**Exercise description:** Take from the material every line that contains the word "Keep".

**Data for analysis:**
####

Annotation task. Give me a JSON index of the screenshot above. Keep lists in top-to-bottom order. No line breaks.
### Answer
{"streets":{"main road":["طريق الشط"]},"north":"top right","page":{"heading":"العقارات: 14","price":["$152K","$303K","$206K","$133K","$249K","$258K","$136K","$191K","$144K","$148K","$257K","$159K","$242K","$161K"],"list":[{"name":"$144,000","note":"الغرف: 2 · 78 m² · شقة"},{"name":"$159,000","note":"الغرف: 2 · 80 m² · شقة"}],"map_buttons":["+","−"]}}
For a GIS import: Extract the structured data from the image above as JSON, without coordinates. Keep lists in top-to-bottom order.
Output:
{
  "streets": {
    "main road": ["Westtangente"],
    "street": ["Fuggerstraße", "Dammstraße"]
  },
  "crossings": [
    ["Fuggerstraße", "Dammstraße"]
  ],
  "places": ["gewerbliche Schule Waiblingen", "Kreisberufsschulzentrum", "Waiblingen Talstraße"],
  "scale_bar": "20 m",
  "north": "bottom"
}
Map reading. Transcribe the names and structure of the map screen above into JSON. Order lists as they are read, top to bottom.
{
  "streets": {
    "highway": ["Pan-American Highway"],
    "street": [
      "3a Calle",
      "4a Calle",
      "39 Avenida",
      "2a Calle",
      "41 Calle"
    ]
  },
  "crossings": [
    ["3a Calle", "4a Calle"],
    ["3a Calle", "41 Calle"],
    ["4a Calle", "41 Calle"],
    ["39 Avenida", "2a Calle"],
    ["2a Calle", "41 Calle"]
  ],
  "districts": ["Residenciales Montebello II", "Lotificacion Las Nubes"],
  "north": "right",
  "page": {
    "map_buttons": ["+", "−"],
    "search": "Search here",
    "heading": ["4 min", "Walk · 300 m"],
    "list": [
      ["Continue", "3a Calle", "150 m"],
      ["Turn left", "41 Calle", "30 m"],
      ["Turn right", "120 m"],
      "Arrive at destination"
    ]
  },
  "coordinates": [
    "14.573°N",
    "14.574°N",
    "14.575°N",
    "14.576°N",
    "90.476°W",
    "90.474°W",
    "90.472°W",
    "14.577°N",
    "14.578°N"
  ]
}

####

**Task output:**
Annotation task. Give me a JSON index of the screenshot above. Keep lists in top-to-bottom order. No line breaks.
For a GIS import: Extract the structured data from the image above as JSON, without coordinates. Keep lists in top-to-bottom order.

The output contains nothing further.